The price of the typical California single-family home gained more than $22,000 last year-a little over half the ground lost since 1991.

The median price hit its lowest level in the long, erratic slide- $167,790-last February, but by December it had risen to $189,990, according to new data from the California Association of Realtors. The figure had peaked in 1991 at $211,000.

Most of the increase came in the second half of 1997, when homes in the state's southern counties finally began appreciating. "Until May, increases were focused in the Bay area," said G.U. Krueger, the group's deputy chief economist.

With the south beginning to catch up, "it's clearly a sign we're doing fine now," he said of the California market.

Homes in the Silicon Valley counties-Santa Clara, San Mateo and Marin counties-are already selling for more than they did in the early '90s, Mr.
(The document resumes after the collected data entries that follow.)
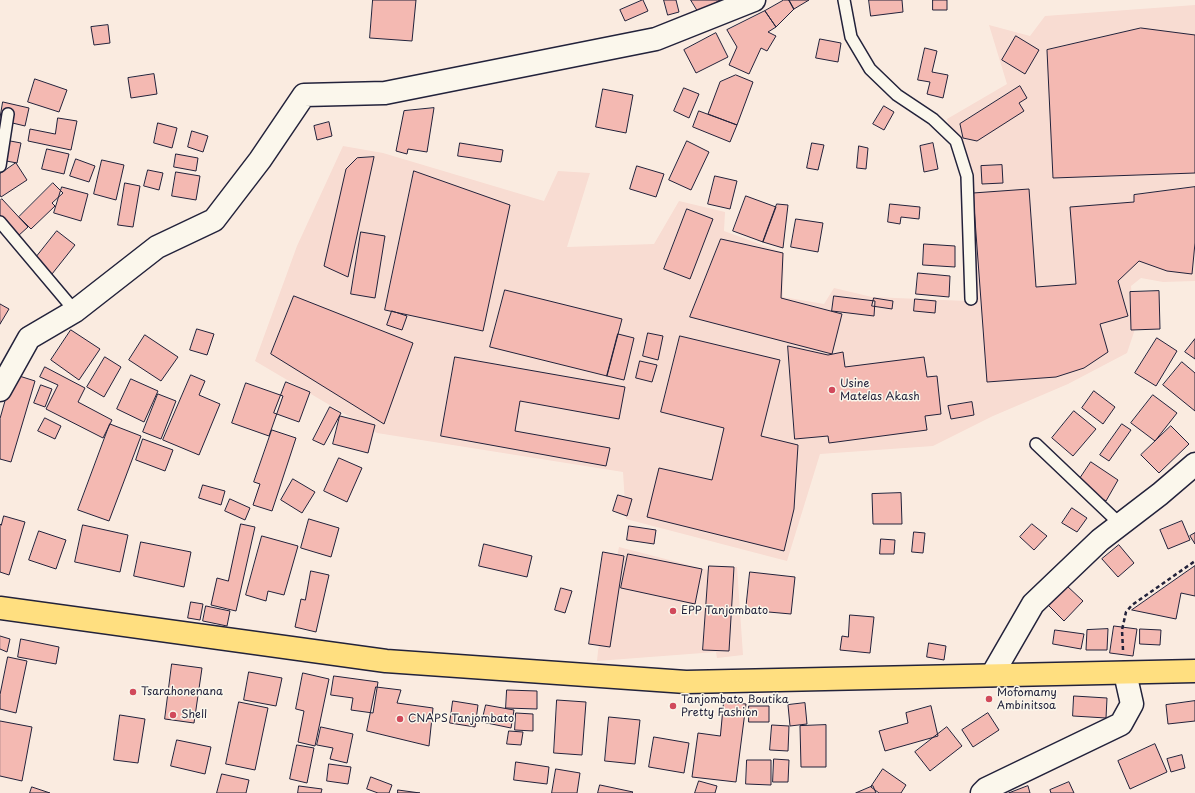 <!DOCTYPE html>
<style>
body{margin:0}
canvas{display:block;background:#faebe0}
</style>
<canvas width="1195" height="793"></canvas>
<script>
const ctx = document.querySelector('canvas').getContext('2d');
ctx.lineJoin = 'round';
function fill(path, color) {
  ctx.fillStyle = color;
  ctx.fill(path, 'evenodd');
}
function trace(path, color, width, dash) {
  ctx.strokeStyle = color;
  ctx.lineWidth = width;
  ctx.lineCap = dash ? 'butt' : 'round';
  ctx.setLineDash(dash || []);
  ctx.stroke(path);
}
function drawText(font, color, halo, rows, align = 'center') {
  ctx.font = font + ' "Playpen Sans",sans-serif';
  ctx.lineWidth = 3;
  ctx.setLineDash([]);
  ctx.textBaseline = 'middle';
  ctx.strokeStyle = halo;
  ctx.fillStyle = color;
  for (const [text, x, y, turn = 0] of rows) {
    ctx.save();
    ctx.translate(x, y);
    ctx.rotate((+turn || 0) * Math.PI / 180);
    ctx.textAlign = isNaN(turn) ? turn : align;
    if (halo) ctx.strokeText(text, 0, 0);
    ctx.fillText(text, 0, 0);
    ctx.restore();
  }
}
fill(new Path2D(`
 M1195,5V281L1163,282L1141,278L1131,286L1135,329L1127,353L1068,384L993,416L933,446L820,454L787,561L626,519L623,472L377,433L255,361L297,246L343,146L383,153L544,201L558,171L590,173L567,247L654,244L679,201L725,212L724,231L784,253L783,297L824,304L834,288L872,297L967,301L961,180L947,119L1007,84L989,25L1030,36L1045,16Z
 M619,547L712,571L737,567L743,655L717,658L716,652L597,661L598,651Z`), '#f8dcd2');
const building = new Path2D(`
 M373,0H416L412,41L370,38Z
 M643,0L648,11L625,21L620,10Z
 M664,0H676L679,12L668,15Z
 M691,0H720L699,13Z
 M784,0H789L794,9L776,27L765,11Z
 M789,0H809L794,9Z
 M869,0H902L903,12L871,16Z
 M933,0H947V10H933Z
 M765,11L776,27L768,32L776,36L767,51L761,48L749,74L729,65L737,47L727,30Z
 M108,25L110,43L94,45L91,27Z
 M1141,28L1195,35V173L1053,178L1047,50Z
 M716,33L728,57L696,73L684,50Z
 M1016,36L1039,50L1025,74L1002,60Z
 M820,39L841,43L838,62L816,58Z
 M925,48L937,51L932,72L948,75L943,98L927,94L930,82L918,80Z
 M154,74L157,94L131,98L128,78Z
 M736,75L753,82L737,125L708,114L720,82Z
 M35,79L67,90L59,112L28,102Z
 M1020,86L1027,98L1019,103L1024,111L977,141L963,138L960,124Z
 M684,88L699,94L689,118L674,111Z
 M603,89L633,95L626,133L596,127Z
 M3,102L29,108L25,126L0,120Z
 M884,106L894,112L884,130L873,124Z
 M434,108L427,152L408,149L407,154L396,151L404,111Z
 M699,111L737,125L730,142L693,127Z
 M58,118L77,121L71,150L28,141L30,129L55,134Z
 M329,122L332,136L317,140L314,126Z
 M158,123L177,128L172,148L154,143Z
 M192,131L208,136L203,152L188,147Z
 M5,140L21,143L17,163L1,160Z
 M687,141L709,152L691,190L669,180Z
 M460,143L503,150L501,162L458,156Z
 M812,143L824,145L818,170L807,168Z
 M933,143L938,169L924,172L920,146Z
 M859,146L868,148L866,169L857,168Z
 M47,149L69,154L64,174L42,169Z
 M176,154L198,158L196,171L174,167Z
 M374,157L348,277L324,266L346,169L357,158Z
 M76,159L95,166L89,182L70,176Z
 M102,160L124,165L116,200L94,194Z
 M16,163L27,180L1,197L0,195V174Z
 M1002,165L1003,183L982,184L981,166Z
 M637,166L664,174L656,197L630,189Z
 M148,170L163,173L159,190L144,186Z
 M414,171L510,205L483,331L385,310Z
 M176,172L200,176L196,200L172,196Z
 M715,176L737,181L730,209L708,204Z
 M53,183L63,193L52,203L55,206L31,229L19,217Z
 M125,183L140,186L133,227L118,225Z
 M62,187L88,194L81,221L54,213Z
 M1195,187V243L1192,274L1167,271L1139,261L1118,281L1128,316L1100,324L1108,352L1084,368L1056,377L987,382L973,193L1029,189L1036,287L1076,284L1070,207L1134,202V195Z
 M746,196L776,207L763,242L733,231Z
 M2,199L28,227L18,236L0,217V201Z
 M777,204L788,205L783,248L763,242Z
 M890,204L920,207L919,219L901,217L900,224L888,222Z
 M687,209L713,219L690,279L664,269Z
 M796,219L823,223L818,252L791,247Z
 M57,231L75,245L52,274L34,260Z
 M361,232L385,236L375,298L351,294Z
 M721,239L783,253L781,298L842,314L832,354L690,317Z
 M924,244L955,246V267L923,265Z
 M918,273L950,276L949,297L916,294Z
 M505,290L622,319L607,376L490,347Z
 M1159,291L1160,329L1131,330L1130,292Z
 M294,296L413,343L384,424L271,354Z
 M834,296L875,301L874,316L832,311Z
 M874,298L893,301L892,309L872,306Z
 M915,299L936,301L935,313L914,311Z
 M0,304L9,309L0,324Z
 M392,311L407,316L402,330L387,325Z
 M197,329L214,334L207,355L190,350Z
 M71,330L100,349L79,380L51,360Z
 M648,333L663,336L658,360L643,356Z
 M618,334L634,338L624,380L607,376Z
 M145,335L178,357L161,381L129,360Z
 M680,336L780,360L761,436L798,445L794,509L784,551L647,517L659,468L712,480L724,428L661,412Z
 M1157,338L1177,351L1156,386L1135,373Z
 M1195,339V359L1185,352Z
 M788,346L828,355L843,352L845,367L924,357L927,377L937,376L941,414L925,416L927,430L829,443L828,436L795,439Z
 M105,357L121,367L104,397L87,387Z
 M455,357L625,387L619,419L520,401L515,431L610,448L606,466L441,436Z
 M640,361L657,365L652,382L636,378Z
 M1182,362L1195,373V411L1163,385Z
 M45,367L85,388L78,402L112,420L103,438L46,409L58,385L40,377Z
 M13,374L35,381L11,462L0,459V419Z
 M191,375L205,381L199,395L220,404L199,455L163,440Z
 M131,379L158,391L144,422L117,409Z
 M286,382L310,392L299,422L274,413Z
 M246,383L283,396L269,436L232,423Z
 M41,385L52,389L45,407L34,403Z
 M1094,391L1115,407L1103,424L1082,408Z
 M158,394L176,401L161,439L143,432Z
 M1153,395L1177,413L1155,441L1131,423Z
 M972,402L974,415L951,419L948,406Z
 M330,407L341,413L324,445L313,440Z
 M1074,411L1096,429L1073,456L1052,438Z
 M340,416L375,425L368,453L333,444Z
 M45,418L61,426L55,439L38,431Z
 M110,424L141,436L109,521L78,510Z
 M1122,424L1131,430L1109,461L1100,455Z
 M1171,426L1189,444L1159,473L1141,455Z
 M272,430L296,438L272,511L253,505L260,484L254,482Z
 M143,439L173,450L165,471L136,460Z
 M339,458L362,468L347,502L324,491Z
 M1091,462L1118,480L1106,501L1077,483Z
 M293,479L315,492L302,513L281,500Z
 M203,485L225,491L221,505L199,498Z
 M901,493L902,524H873L872,494Z
 M618,495L632,499L627,516L613,511Z
 M230,499L250,508L245,520L225,511Z
 M1072,508L1087,518L1077,532L1062,523Z
 M4,516L25,522L9,575L0,572V524L1,525Z
 M309,519L339,528L331,557L301,548Z
 M1182,521L1190,540L1168,549L1160,530Z
 M241,524L255,527L236,611L211,605L217,578L228,581Z
 M1032,524L1047,536L1034,550L1020,537Z
 M83,525L128,535L120,572L75,562Z
 M629,526L656,530L654,544L627,540Z
 M39,531L66,540L56,569L29,560Z
 M914,532L925,533L923,553L912,552Z
 M1195,533V544L1190,536Z
 M262,536L298,546L284,595L268,591L266,601L246,595Z
 M881,539L895,540L894,554H880Z
 M141,542L191,552L184,587L134,576Z
 M484,544L532,556L527,577L479,566Z
 M1119,545L1134,563L1118,577L1102,559Z
 M603,552L624,556L610,647L589,644Z
 M628,554L702,569L695,604L621,588Z
 M709,566L734,567L729,651L703,650Z
 M1195,566V596L1181,593L1176,619L1132,610Z
 M311,571L329,575L316,632L295,627L301,599L305,600Z
 M750,572L795,577L791,614L746,610Z
 M1066,585L1083,601L1064,621L1048,605Z
 M561,588L572,591L565,613L555,610Z
 M191,602L203,604L200,620L188,618Z
 M206,606L230,611L227,626L203,621Z
 M850,615L874,617L870,653L840,650L842,636L848,637Z
 M1114,626L1137,629L1133,656L1110,653Z
 M1108,629L1107,650H1086L1087,630Z
 M1140,629L1161,630L1160,645L1140,644Z
 M1055,630L1084,634L1081,649L1053,644Z
 M0,636L10,639L7,652L0,649Z
 M21,639L59,647L56,664L18,657Z
 M929,643L946,646L944,660L927,657Z
 M8,657L27,661L16,713L0,709V695Z
 M172,664L202,668L194,723L165,719Z
 M249,672L282,678L276,706L244,700Z
 M303,673L329,679L315,746L298,742L304,711L296,709Z
 M334,676L378,682L373,713L351,710L353,698L331,695Z
 M376,687L401,690L397,703L433,708L429,746L367,731Z
 M507,690L537,691V709L506,708Z
 M1074,696L1107,698L1106,718L1073,716Z
 M557,700L586,702L582,755L554,753Z
 M453,701L478,705L475,727L450,723Z
 M1195,701V721L1168,724L1166,705Z
 M239,702L268,708L255,770L226,764Z
 M724,702L746,704L736,782L692,777L698,733L720,736Z
 M805,703L807,724L790,726L788,705Z
 M486,705L514,710L511,728L482,722Z
 M749,706H769V722H749Z
 M931,706L938,736L885,751L879,731L908,723L906,713Z
 M516,713L533,714V731L515,730Z
 M988,713L999,730L973,747L962,730Z
 M120,715L145,719L138,763L114,760Z
 M609,717L640,720L635,764L605,761Z
 M0,721L32,727L22,781L0,776Z
 M772,725L789,726L788,751L770,750Z
 M826,725V767H801L800,726Z
 M321,727L353,734L347,763L330,759L333,748L317,745Z
 M947,727L962,746L930,771L915,752Z
 M509,731L523,732L521,745L507,744Z
 M654,737L689,743L684,773L649,767Z
 M177,740L211,747L205,774L171,766Z
 M1155,744L1167,772L1130,789L1118,761Z
 M297,745L314,748L307,783L290,779Z
 M1182,755L1185,768L1171,772L1167,759Z
 M774,759L789,760L788,782H773Z
 M747,760H771V785L746,784Z
 M516,762L549,767L547,784L514,780Z
 M329,764L351,767L348,784L327,781Z
 M556,769L580,773L577,793H552Z
 M883,769L906,785L901,793H879L871,787Z
 M222,774L249,780L246,793H217Z
 M371,777L392,785L389,793H378L367,789Z
 M699,781L717,786L715,793H695Z
 M1069,782L1074,793H1051L1050,790Z
 M600,785L633,792L632,793H598Z
 M299,786L322,789L321,793H298Z
 M873,786L876,793H856Z
 M1028,786L1030,793H1009Z
 M32,787L50,793H30Z
 M398,790L420,793H398Z`);
fill(building, '#f4b9b2');
trace(building, '#22223b', 1);
const service = new Path2D(`
 M844,0L851,37L870,69L897,95L933,119L956,141L967,176L971,299
 M0,166L8,114
 M0,222L75,311
 M1036,444L1120,524`);
const minor = new Path2D(`
 M992,675L1033,604L1100,540L1160,494L1195,464
 M982,793L986,789L1121,724L1132,704L1125,673`);
const tertiary = new Path2D(`
 M0,390L29,338L75,311L157,247L214,220L260,160L304,95L385,93L656,39L754,0`);
const primary = new Path2D(`
 M0,608L386,661L686,682L1195,671`);
trace(service, '#22223b', 14);
trace(minor, '#22223b', 25);
trace(tertiary, '#22223b', 25);
trace(primary, '#22223b', 25);
trace(new Path2D(`
 M1123,650L1122,630L1126,612L1132,605L1195,561`), '#22223b', 2.5, [4, 3]);
trace(service, '#fbf7ec', 11);
trace(minor, '#fbf7ec', 22);
trace(tertiary, '#fbf7ec', 22);
trace(primary, '#ffdf80', 22);
for (const [x, y, r, color] of [
 [832,390,4,"#d1495b"],
 [673,611,4,"#d1495b"],
 [133,692,4,"#d1495b"],
 [989,699,4,"#d1495b"],
 [673,706,4,"#d1495b"],
 [173,715,4,"#d1495b"],
 [400,719,4,"#d1495b"]
]) {
  const dot = new Path2D();
  dot.arc(x, y, r, 0, 2 * Math.PI);
  ctx.fillStyle = color;
  ctx.fill(dot);
  trace(dot, '#fbf7ec', 1.5);
}
drawText('11px', '#22223b', '#fbf7ec', [
 ["Usine",840,384],
 ["Matelas Akash",840,397],
 ["EPP Tanjombato",681,611],
 ["Tsarahonenana",141,692],
 ["Mofomamy",997,693],
 ["Ambinitsoa",997,706],
 ["Tanjombato Boutika",681,700],
 ["Pretty Fashion",681,713],
 ["Shell",181,715],
 ["CNAPS Tanjombato",408,719]
], 'left');
</script>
Krueger said.

Home price appreciation in Southern California reflects the region's restructured economy, which is less dependent on aerospace and military contractors than in the early '90s. Entrepreneurial software and entertainment companies now play a bigger role.

The rise also reflects the return of trade-up homebuyers to the market. Of all homes sold, 60% were to repeat homebuyers-the highest proportion since 1990, according to the Realtors' 1997 housing finance survey.

Trade-up houses are bigger and more expensive-pushing up the median price of resold homes.

Prices are also climbing because of tight supply. In December, the number of existing single-family homes for sale equaled a 5-month supply, down from 7.1 months a year before.

Mr. Krueger said supply is tight because homeowners are still hesitant to put their homes on the market. They're waiting for prices to return to higher levels.

By one measure, the declining percentage of homes with so-called underwater mortgages-those exceed home value-homeowners should be increasingly willing to sell. The percentage fell last year to 1.3%, the Realtors estimated, from 5% in 1996 and 9% in 1995.

Another sign of the market's returning health is that sellers are getting prices closer to what they ask. The median difference between the asking price and sales price was 3.5% in 1997, down from 3.8% in 1996.

Mr. Krueger said it's unlikely the median home prices will return to their 1991 peak this year. Low rates will help, he said, but the Asian slowdown should hurt by dampening the state's export-heavy economy.

He cautioned that the state's northern counties are "in danger of overheating."

"We might lose the first-time homebuyer there," he said. If that happens, "for a while home prices will continue to go up, because demand is so strong and people are stretching as much as they can," Mr. Krueger said. "Then prices hit a wall," increasing only gradually or even flattenning.